Records supplied:
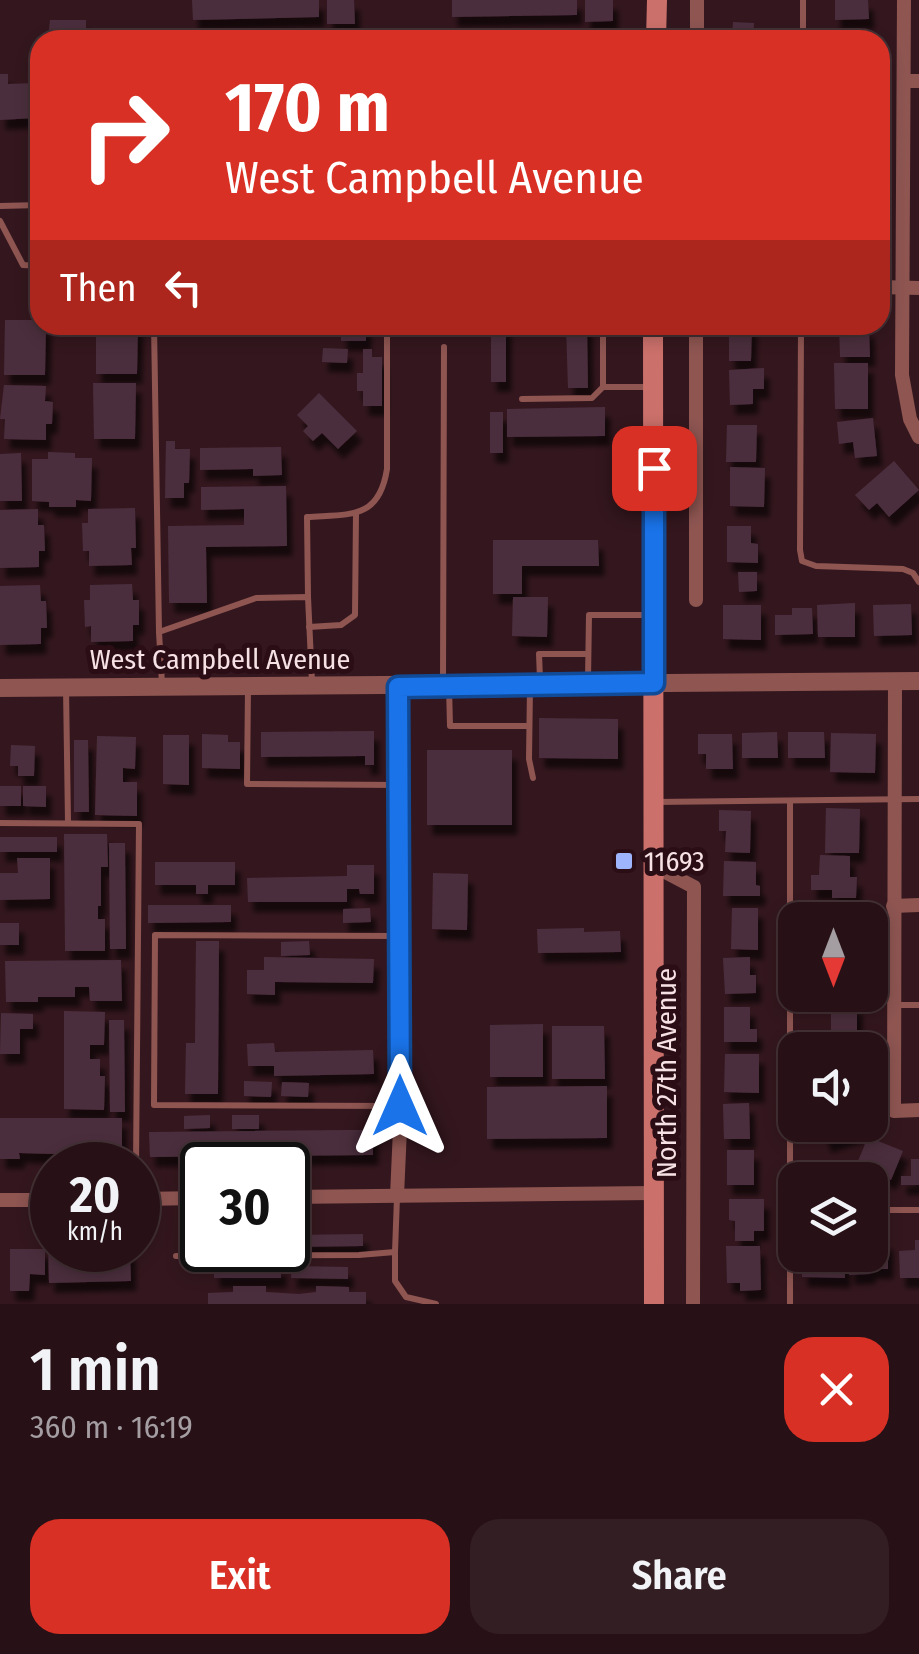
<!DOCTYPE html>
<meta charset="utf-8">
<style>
body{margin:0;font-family:"Fira Sans Condensed",sans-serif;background:#331f23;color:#f1f3f6;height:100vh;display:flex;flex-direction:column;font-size:38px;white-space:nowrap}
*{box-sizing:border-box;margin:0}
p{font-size:32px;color:#a49da1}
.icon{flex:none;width:55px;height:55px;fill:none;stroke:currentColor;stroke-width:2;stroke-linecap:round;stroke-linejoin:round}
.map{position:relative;height:1304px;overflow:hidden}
.sheet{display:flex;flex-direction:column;background:#271116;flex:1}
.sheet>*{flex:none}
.guide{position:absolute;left:30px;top:30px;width:860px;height:305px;border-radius:30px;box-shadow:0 5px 15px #0003,0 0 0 2px #433135;background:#d93025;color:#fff;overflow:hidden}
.needle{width:65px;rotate:180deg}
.tools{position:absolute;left:778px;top:902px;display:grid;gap:20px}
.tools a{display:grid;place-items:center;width:110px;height:110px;border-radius:20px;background:#271116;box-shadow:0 5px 15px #0003,0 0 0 2px #433135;font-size:50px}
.speed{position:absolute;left:30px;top:1142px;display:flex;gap:20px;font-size:50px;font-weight:700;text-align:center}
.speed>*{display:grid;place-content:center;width:130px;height:130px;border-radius:50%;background:#271116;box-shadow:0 5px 15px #0003,0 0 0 2px #433135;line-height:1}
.speed small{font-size:25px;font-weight:400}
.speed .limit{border:5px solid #111;border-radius:15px;background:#fff;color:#111}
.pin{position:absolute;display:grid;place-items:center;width:85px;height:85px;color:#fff;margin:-42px;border-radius:20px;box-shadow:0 5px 15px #0006}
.me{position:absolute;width:110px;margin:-55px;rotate:0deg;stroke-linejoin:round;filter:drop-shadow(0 0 8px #0008)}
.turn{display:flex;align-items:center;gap:35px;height:210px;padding:0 30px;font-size:45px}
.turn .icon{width:130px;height:130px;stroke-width:2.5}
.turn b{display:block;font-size:70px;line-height:85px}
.then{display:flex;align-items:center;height:95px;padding:0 30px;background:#0003;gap:20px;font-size:38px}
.round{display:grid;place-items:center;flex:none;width:105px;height:105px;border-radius:30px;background:#331f23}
.head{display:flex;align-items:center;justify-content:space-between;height:170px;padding:0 30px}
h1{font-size:60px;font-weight:600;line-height:75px}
.primary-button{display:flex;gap:20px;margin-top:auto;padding:20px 30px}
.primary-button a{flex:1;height:115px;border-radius:30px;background:#d93025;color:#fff;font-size:40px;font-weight:600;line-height:115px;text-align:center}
.primary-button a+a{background:#331f23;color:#f1f3f6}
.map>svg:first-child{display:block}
.building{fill:#4b2e3d;filter:url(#shadow)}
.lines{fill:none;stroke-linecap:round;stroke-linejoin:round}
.service{stroke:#8e5551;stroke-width:6}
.minor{stroke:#8e5551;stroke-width:14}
.tertiary{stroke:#8e5551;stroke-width:18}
.secondary{stroke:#cb706b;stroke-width:20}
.route-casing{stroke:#114b97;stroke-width:25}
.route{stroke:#1a73e8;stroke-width:18}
.poi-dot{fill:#9eb4fd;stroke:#2a0d15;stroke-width:4}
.labels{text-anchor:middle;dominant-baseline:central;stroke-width:10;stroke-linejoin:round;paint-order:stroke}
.street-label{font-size:28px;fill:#f6e1e4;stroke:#2a0d15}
.poi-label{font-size:28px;fill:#f6e1e4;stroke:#2a0d15;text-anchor:start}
</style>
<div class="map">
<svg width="919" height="1304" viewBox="0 0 919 1304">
<defs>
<filter id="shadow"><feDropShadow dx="5.5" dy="10" stdDeviation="2.5" flood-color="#0009"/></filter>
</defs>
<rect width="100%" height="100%" fill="#34171e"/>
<g class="building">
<path d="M 192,0 L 319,0 L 319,17 L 193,20 Z"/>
<path d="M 327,0 L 354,0 L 355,24 L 327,24 Z"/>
<path d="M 452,0 L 577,0 L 577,15 L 452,17 Z"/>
<path d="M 585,0 L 613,0 L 613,21 L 585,22 Z"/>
<path d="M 835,0 L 868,0 L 869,19 L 835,20 Z"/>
<path d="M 50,20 L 86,20 L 86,35 L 90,35 L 90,40 L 48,40 Z"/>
<path d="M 733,22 L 754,23 L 753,40 L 732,40 Z"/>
<path d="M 821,32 L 863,33 L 862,40 L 821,40 Z"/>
<path d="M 0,74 L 8,74 L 8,84 L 35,83 L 35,118 L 0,120 Z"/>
<path d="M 5,320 L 40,320 L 40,325 L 46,325 L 45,375 L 4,375 Z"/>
<path d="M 96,325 L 138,325 L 137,374 L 96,374 Z"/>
<rect x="341" y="325" width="25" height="16"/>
<rect x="491" y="325" width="15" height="57"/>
<path d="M 566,325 L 587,325 L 588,388 L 568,388 Z"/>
<path d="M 729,325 L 752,325 L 751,361 L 729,361 Z"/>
<path d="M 839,325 L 863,325 L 863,329 L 869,328 L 870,357 L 840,357 Z"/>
<path d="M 323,348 L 348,349 L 347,363 L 322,362 Z"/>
<path d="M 363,349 L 372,349 L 372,357 L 382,357 L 382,406 L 363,406 L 363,391 L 357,391 L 357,373 L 363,373 Z"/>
<path d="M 834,363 L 868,363 L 868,409 L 835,409 Z"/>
<path d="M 764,368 L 764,389 L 753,389 L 753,404 L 730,405 L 729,370 Z"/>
<path d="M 93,383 L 136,383 L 135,439 L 94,439 Z"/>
<path d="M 4,385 L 46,386 L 45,401 L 53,402 L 52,424 L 46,424 L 46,440 L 4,439 L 5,419 L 0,419 Z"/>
<path d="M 319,393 L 357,431 L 338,449 L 322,433 L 313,441 L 303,431 L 308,426 L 297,415 Z"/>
<path d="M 605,407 L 605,436 L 507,437 L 507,409 Z"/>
<rect x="490" y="412" width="13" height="41"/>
<path d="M 873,418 L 877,456 L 855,458 L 853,442 L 839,444 L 837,422 Z"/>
<path d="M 727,425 L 757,425 L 756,462 L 726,462 Z"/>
<path d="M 166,441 L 175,441 L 175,449 L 190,449 L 189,483 L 184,483 L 184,498 L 165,498 Z"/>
<path d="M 281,447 L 282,475 L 253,476 L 253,469 L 200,470 L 200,448 Z"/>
<path d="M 48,452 L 75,453 L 75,458 L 92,458 L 91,501 L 76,500 L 76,507 L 49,507 L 49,502 L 32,501 L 32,459 L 48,459 Z"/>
<path d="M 21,453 L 22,501 L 0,501 L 0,454 Z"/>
<path d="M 894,461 L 919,490 L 889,517 L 877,503 L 869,510 L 855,495 Z"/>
<path d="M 730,467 L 765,468 L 764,507 L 730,506 Z"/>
<path d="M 286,486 L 287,546 L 206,547 L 207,603 L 169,603 L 168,526 L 244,525 L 244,509 L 201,510 L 201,487 Z"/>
<path d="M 135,508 L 136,548 L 131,548 L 132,565 L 89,566 L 89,551 L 83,551 L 82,523 L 88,523 L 88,509 Z"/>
<path d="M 38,509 L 38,525 L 44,525 L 45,551 L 39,551 L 39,567 L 0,568 L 0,510 Z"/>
<path d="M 727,526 L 751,526 L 751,543 L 758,544 L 758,563 L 727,562 Z"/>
<path d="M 493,540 L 598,540 L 599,566 L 522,566 L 522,594 L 493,594 Z"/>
<path d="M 738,572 L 757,572 L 757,591 L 739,592 Z"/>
<path d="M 132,584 L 133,600 L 139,600 L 139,625 L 133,625 L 133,641 L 91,642 L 91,626 L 85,627 L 84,600 L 90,600 L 90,585 Z"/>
<path d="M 40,585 L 41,601 L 46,601 L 47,628 L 41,628 L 41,644 L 0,645 L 0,586 Z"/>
<path d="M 513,597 L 548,597 L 547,637 L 512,636 Z"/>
<path d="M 855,603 L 855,637 L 818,637 L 817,605 Z"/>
<path d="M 911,604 L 912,635 L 874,636 L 873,605 Z"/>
<path d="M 723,605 L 761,605 L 761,640 L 723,639 Z"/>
<path d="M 792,608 L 812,608 L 813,634 L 775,635 L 775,615 L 792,615 Z"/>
<path d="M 539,718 L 618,719 L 618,759 L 539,758 Z"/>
<path d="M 374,731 L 374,765 L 365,765 L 365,756 L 261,757 L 261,732 Z"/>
<path d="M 777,732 L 778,758 L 742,758 L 742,733 Z"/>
<path d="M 788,732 L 824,732 L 825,758 L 788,758 Z"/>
<path d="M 831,733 L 876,734 L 875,773 L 830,772 Z"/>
<path d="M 202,734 L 228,735 L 228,742 L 240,742 L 240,769 L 202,768 Z"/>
<path d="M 698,734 L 732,734 L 733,769 L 706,769 L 706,754 L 698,754 Z"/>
<path d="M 163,735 L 189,735 L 189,785 L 163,784 Z"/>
<path d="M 97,736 L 136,737 L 135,769 L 123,768 L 123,782 L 137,782 L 137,816 L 95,815 Z"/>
<path d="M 74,740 L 88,740 L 89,812 L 74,812 Z"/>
<path d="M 11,745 L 35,746 L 34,776 L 18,776 L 18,766 L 10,766 Z"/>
<rect x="427" y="750" width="85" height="75"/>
<rect x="0" y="786" width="21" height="20"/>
<path d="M 23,786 L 46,786 L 46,807 L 23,806 Z"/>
<path d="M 826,808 L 860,809 L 859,853 L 825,853 Z"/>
<path d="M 719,810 L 751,811 L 750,853 L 725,852 L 726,831 L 719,831 Z"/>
<path d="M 64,834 L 107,834 L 108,867 L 101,867 L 101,906 L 98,906 L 98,919 L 105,919 L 105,951 L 65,951 Z"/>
<rect x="0" y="837" width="57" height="15"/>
<path d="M 109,843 L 125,843 L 126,949 L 110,949 Z"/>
<path d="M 820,855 L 850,856 L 850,877 L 857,877 L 856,898 L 832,898 L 832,890 L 811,890 L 811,875 L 819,875 Z"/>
<path d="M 17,858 L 50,858 L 50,899 L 0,900 L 0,873 L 18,873 Z"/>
<path d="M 724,861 L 756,862 L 756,885 L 760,886 L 760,896 L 723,896 Z"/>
<path d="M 155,862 L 235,862 L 235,885 L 208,885 L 208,894 L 196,894 L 196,885 L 155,885 Z"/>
<path d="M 347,865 L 374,865 L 374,894 L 360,894 L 359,889 L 347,889 L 347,902 L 248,902 L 247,878 L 347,876 Z"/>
<path d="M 433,873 L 468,874 L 467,930 L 432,929 Z"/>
<path d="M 148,905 L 231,905 L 231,922 L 148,923 Z"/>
<path d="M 370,908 L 371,922 L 343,923 L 343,909 Z"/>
<path d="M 732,908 L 758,908 L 758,950 L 731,949 Z"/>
<path d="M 858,908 L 858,920 L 825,920 L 825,909 Z"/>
<rect x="0" y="923" width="19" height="22"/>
<path d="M 584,928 L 584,932 L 620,931 L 621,952 L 538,953 L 537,929 Z"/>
<path d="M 196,941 L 219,941 L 218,1094 L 185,1094 L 186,1043 L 195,1043 Z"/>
<path d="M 309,941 L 310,955 L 281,956 L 281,942 Z"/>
<path d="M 264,957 L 374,959 L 373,983 L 275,982 L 275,995 L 247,994 L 247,970 L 264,970 Z"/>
<path d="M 750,957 L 750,975 L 756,975 L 756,993 L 725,994 L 723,958 Z"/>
<path d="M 121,960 L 122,1001 L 90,1001 L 89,987 L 75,987 L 75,997 L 38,997 L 38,1002 L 6,1002 L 5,961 Z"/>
<rect x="831" y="1004" width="26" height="37"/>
<path d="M 724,1007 L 750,1007 L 750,1029 L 757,1029 L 757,1042 L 724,1042 Z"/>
<path d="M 64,1011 L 105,1012 L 104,1045 L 90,1045 L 90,1059 L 100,1059 L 100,1076 L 105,1076 L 104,1110 L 64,1109 Z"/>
<path d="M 1,1013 L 33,1014 L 33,1029 L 20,1029 L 20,1054 L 0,1054 Z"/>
<path d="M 109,1020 L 124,1020 L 125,1112 L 110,1112 Z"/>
<path d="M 543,1024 L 543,1077 L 490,1077 L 490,1025 Z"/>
<path d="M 552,1026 L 604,1026 L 605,1079 L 552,1079 Z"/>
<path d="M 274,1043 L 275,1052 L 373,1050 L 374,1074 L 274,1076 L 274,1066 L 248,1066 L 247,1044 Z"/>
<path d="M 725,1054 L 759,1054 L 759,1093 L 724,1092 Z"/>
<path d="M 244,1081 L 272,1082 L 271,1097 L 244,1096 Z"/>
<path d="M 282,1082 L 309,1083 L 308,1097 L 281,1096 Z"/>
<path d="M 607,1086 L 607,1138 L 487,1139 L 487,1087 Z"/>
<path d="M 749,1103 L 750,1139 L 724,1139 L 723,1104 Z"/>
<path d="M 210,1115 L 210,1128 L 184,1129 L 184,1116 Z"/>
<rect x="232" y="1115" width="27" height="14"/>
<path d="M 0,1118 L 122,1118 L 122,1156 L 19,1153 L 20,1159 L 0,1159 Z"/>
<path d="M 820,1125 L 858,1125 L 860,1132 L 826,1143 Z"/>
<path d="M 348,1130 L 373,1130 L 373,1155 L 150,1157 L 149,1132 Z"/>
<path d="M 868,1137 L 903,1151 L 891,1180 L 868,1170 L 870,1166 L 858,1161 Z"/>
<rect x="727" y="1150" width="27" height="35"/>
<path d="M 911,1159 L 919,1159 L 919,1185 L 901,1185 L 901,1176 L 911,1176 Z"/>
<path d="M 729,1199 L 764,1199 L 764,1231 L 754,1231 L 754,1241 L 735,1241 L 735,1221 L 729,1220 Z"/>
<path d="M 363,1234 L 363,1246 L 292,1247 L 292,1235 Z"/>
<path d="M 48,1240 L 52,1240 L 52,1250 L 130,1250 L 131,1281 L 49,1283 Z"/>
<path d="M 888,1240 L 888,1269 L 870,1269 L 870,1274 L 849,1275 L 849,1255 L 870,1255 L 870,1241 Z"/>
<path d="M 915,1240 L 919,1240 L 919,1278 L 900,1278 L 899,1251 L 915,1250 Z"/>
<path d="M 726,1246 L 760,1246 L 761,1290 L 740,1291 L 740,1283 L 727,1283 Z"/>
<path d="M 10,1249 L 45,1249 L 45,1275 L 30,1274 L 29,1291 L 10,1291 Z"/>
<path d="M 803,1255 L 845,1255 L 845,1278 L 802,1277 Z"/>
<path d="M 214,1265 L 281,1266 L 281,1278 L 214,1278 Z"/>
<path d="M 292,1266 L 348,1267 L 348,1279 L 291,1278 Z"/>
<path d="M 233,1286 L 266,1286 L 266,1292 L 299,1294 L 316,1292 L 316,1286 L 349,1287 L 349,1292 L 366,1292 L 366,1304 L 208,1304 L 208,1293 L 233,1292 Z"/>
</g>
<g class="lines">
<g class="service">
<path d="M 803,40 L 803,0"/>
<path d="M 0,206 L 40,205"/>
<path d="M 0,221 L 23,265 L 40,266"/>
<path d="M 154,325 L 159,632"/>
<path d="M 801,325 L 800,550 L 802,561 L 816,566 L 903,569 L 913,573 L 919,582"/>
<path d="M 603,387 L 603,331 L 652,331"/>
<path d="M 522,399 L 592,398 L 603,387 L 647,387"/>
<path d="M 308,597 L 307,517 C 350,514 379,520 387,469 L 387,325"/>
<path d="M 309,627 L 341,625 L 355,615 L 356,513"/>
<path d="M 540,679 L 539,654 L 588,654"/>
<path d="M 588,679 L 589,615 L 648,615"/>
<path d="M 443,680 L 444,347"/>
<path d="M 162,684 L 159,632 L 256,598 L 308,597 L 312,682"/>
<path d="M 449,686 L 450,726 L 529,726"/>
<path d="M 530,687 L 529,759 L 533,778"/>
<path d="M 66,688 L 68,822"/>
<path d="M 248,688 L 247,784 L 399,785"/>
<path d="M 655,802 L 919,799"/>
<path d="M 0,823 L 139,824 L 136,1165"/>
<path d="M 398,936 L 155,935 L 154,1105 L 399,1106"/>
<path d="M 895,1005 L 919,1005"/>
<path d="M 870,1210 L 919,1210"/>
<path d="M 395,1252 L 395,1281 L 406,1297 L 436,1304"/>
<path d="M 176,1256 L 359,1255 L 395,1252 L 397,1197"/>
<path d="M 790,1304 L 790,801"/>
</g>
<g class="minor">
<path d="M 904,0 L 902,375 L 910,419 L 919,437"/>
<path d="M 697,40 L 697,0"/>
<path d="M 904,81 L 919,81"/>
<path d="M 880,287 L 919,288"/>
<path d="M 696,325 L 696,600"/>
<path d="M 895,682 L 894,1111 L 919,1110"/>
<path d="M 654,866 L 694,887 L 693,1304"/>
<path d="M 893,906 L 919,905"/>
<path d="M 397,1196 L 401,1106 L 398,687"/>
<path d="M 288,1197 L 653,1193"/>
<path d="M 138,1199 L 202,1198"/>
<path d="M 0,1200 L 52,1200"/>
</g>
<path class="tertiary" d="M 0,688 L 919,681"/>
<g class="secondary">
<path d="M 656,40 L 657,0"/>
<path d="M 653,325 L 654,1304"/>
</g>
</g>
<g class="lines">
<g class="route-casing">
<path id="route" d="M 400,1106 L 398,687 L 654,683 L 654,468"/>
</g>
<use href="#route" class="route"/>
</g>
<rect class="poi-dot" x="614" y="851" width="20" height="20" rx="5"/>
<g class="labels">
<g class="street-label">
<text x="220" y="659">West Campbell Avenue</text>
<text transform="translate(666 1073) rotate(-90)">North 27th Avenue</text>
</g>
<g class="poi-label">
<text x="644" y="861">11693</text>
</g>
</g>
</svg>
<div class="tools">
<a><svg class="needle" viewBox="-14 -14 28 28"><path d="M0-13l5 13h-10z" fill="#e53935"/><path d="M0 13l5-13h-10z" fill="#a49da1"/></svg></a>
<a><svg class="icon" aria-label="sound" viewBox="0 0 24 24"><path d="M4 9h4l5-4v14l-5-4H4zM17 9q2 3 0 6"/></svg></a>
<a><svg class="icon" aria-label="layers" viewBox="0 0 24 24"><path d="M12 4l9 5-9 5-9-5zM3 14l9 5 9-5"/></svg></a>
</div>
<div class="speed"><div>20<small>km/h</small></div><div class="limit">30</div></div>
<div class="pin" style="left:654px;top:468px;background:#d93025"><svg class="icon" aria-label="arrive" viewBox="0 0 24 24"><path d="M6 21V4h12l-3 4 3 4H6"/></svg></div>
<svg class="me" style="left:400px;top:1106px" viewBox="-20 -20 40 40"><path d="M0-17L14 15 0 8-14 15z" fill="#1a73e8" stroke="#fff" stroke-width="4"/></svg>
<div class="guide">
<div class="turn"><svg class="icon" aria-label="right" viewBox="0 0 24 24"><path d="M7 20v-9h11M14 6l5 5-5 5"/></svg><div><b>170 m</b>West Campbell Avenue</div></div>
<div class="then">Then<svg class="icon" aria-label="left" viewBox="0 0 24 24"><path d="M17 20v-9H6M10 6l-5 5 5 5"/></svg></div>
</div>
</div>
<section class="sheet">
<div class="head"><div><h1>1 min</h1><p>360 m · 16:19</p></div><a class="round" style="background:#d93025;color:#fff"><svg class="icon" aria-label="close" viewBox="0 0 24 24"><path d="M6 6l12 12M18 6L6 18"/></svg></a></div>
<div class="primary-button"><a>Exit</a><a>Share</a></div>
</section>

Task to carry out: The answer must consist of every line from the entries that holds the string "tools".

Result of the exercise:
.tools{position:absolute;left:778px;top:902px;display:grid;gap:20px}
.tools a{display:grid;place-items:center;width:110px;height:110px;border-radius:20px;background:#271116;box-shadow:0 5px 15px #0003,0 0 0 2px #433135;font-size:50px}
<div class="tools">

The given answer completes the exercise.